Auray - Saint Goustan : a historical City of the Arts

 

Auray, a small medieval city in Morbihan

It was on a rocky outcrop, at the end of a delta of the Gulf of Morbihan, that the Dukes of Brittany took up residence in the Middle Ages building a castle, a fortified city and a commercial port. For several centuries, Auray developed between its town center and its port on the banks of the river Loch.

It is by walking through the narrow streets of the historical center of Auray or the port of Saint Goustan that one discovers the evidence of this prosperous period: its streets and small paved squares surrounded by timber-framed houses, its quayside on the river banks and its magnificent 15th century bridge.

 

What is there to visit in Auray ?

 

Start your visit by the historic center, the old "upper town". Beautiful cobbled streets lined with houses with half-timbered facades, very busy streets, and no less than three open-air markets that liven up the main squar every week, the market hall and the heart of the city.
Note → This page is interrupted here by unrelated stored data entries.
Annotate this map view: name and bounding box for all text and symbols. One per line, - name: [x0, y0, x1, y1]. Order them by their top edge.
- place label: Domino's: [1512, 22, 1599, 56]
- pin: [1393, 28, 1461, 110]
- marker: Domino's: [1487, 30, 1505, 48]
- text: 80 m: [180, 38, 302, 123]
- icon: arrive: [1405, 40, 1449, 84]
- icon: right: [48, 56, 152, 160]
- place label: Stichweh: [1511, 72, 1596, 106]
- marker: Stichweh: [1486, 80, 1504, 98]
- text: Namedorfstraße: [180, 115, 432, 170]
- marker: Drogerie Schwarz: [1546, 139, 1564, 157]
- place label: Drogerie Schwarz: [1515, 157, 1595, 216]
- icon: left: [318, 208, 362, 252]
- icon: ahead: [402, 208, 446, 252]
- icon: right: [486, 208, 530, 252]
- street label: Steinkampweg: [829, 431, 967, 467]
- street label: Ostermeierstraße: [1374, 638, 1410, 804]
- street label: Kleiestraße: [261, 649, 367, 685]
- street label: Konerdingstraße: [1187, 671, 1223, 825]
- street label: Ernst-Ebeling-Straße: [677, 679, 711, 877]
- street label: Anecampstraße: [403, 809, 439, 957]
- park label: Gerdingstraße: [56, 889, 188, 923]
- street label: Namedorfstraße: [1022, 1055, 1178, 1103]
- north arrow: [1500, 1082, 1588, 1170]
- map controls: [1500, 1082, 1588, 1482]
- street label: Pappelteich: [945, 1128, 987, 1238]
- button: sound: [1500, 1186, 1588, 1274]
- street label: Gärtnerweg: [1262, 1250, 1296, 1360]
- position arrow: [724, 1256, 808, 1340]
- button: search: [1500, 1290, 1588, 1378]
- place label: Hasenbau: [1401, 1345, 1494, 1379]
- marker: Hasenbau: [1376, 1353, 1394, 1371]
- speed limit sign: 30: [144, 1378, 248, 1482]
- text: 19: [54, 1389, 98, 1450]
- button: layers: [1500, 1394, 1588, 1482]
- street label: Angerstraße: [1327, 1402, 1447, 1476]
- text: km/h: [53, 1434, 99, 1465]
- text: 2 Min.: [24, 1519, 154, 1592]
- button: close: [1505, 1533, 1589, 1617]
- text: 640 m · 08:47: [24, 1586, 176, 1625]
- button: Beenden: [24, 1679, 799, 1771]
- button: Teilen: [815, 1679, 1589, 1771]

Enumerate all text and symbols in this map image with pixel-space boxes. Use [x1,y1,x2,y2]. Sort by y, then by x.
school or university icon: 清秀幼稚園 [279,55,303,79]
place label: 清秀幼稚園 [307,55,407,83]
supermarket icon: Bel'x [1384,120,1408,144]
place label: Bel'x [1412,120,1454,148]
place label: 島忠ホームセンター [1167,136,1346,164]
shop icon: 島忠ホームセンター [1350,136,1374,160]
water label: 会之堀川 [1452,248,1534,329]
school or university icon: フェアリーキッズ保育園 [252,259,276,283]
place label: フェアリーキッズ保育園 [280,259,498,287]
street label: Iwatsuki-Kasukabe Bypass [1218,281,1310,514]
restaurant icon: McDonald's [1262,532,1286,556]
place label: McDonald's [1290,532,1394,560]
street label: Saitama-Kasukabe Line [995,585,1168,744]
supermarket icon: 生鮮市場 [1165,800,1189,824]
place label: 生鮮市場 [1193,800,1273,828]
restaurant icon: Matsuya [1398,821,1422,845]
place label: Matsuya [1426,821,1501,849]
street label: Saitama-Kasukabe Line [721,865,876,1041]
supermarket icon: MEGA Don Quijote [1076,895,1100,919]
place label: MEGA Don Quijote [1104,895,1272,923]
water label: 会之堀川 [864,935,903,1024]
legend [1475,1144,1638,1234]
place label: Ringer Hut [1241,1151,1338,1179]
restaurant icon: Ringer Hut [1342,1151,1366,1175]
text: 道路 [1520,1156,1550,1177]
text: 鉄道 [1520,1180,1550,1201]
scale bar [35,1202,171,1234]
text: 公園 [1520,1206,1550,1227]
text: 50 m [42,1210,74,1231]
Some remarkable monuments and sites:

 

  • The town hall and the old market hall : In the heart of the city, Place de la Republique, stands the Town Hall and its Belfry, built shortly before the French Revolution in white stones from the Bordeaux region. Extending the building, the old market hall date back to the 12th century. They were restored in the 15th century, razed in 1905 and replaced by the current building.

 

  • The church of Saint-Gildas: An austere building of Renaissance style begun in 1621. Its originality manily lies in its remarkable southern entrance. Inside, is a magnificent classified altarpiece.

 

  • The former commandery of the Order of the Holy Spirit: Established in the thirteenth century by the Duke of Brittany. A general hospital in the eighteenth century, then used as an infantry barracks, it was a fire station until 1984. It is part of a vast restoration plan.
    The monument, remarkable for its proportions, sportss ogives of unusual dimensions, particularly the "Ogive du Chevet" (6 m by 12 m), but all are walled up.

 

  • The prison: In addition to two completely renovated rooms, two dungeons, left untouched, are are to be found inside, with the large wooden bunks, on witch the prisoners slept, lodged in the wall ; also remember to admire the enormous bolted doors. These rooms and dungeons recount the history of Auray through paintings, photographs, statues and prehistoric objects.

 

  

 

 

 

 

Continue your visit on the "Rampes du Loch" that overlook the river: built on the foothills of the old castle (1201-1558), this footpath offers a beautiful view on the port of Saint Goustan and allows to descend by passing by a belvedere, composed of staggered square courts, erected in 1727 on the remains of the castle-fort of which you can still see some ruins.

At the foot of the ramps, you can then enjoy a walk along the river or cross it using the bridge of Saint Goustan and gain access to the other shore this picturesue harbour.

 

The port of Saint-Goustan

 

One can only be charmed by Saint Goustan : the narrow streets leading to its church, the quayside with craftwork markets and flea market, the cobbled Saint Sauveur square with its 15th century half-timbered, and coffee-shop terraces ....

 

To finish your visit, take the - very steep ! - Castle pedestrian street which goes up towards the city center. This "rue des artistes" is dotted with art galleries: paintings, sculptures, photography .... and craft shops. So take your time!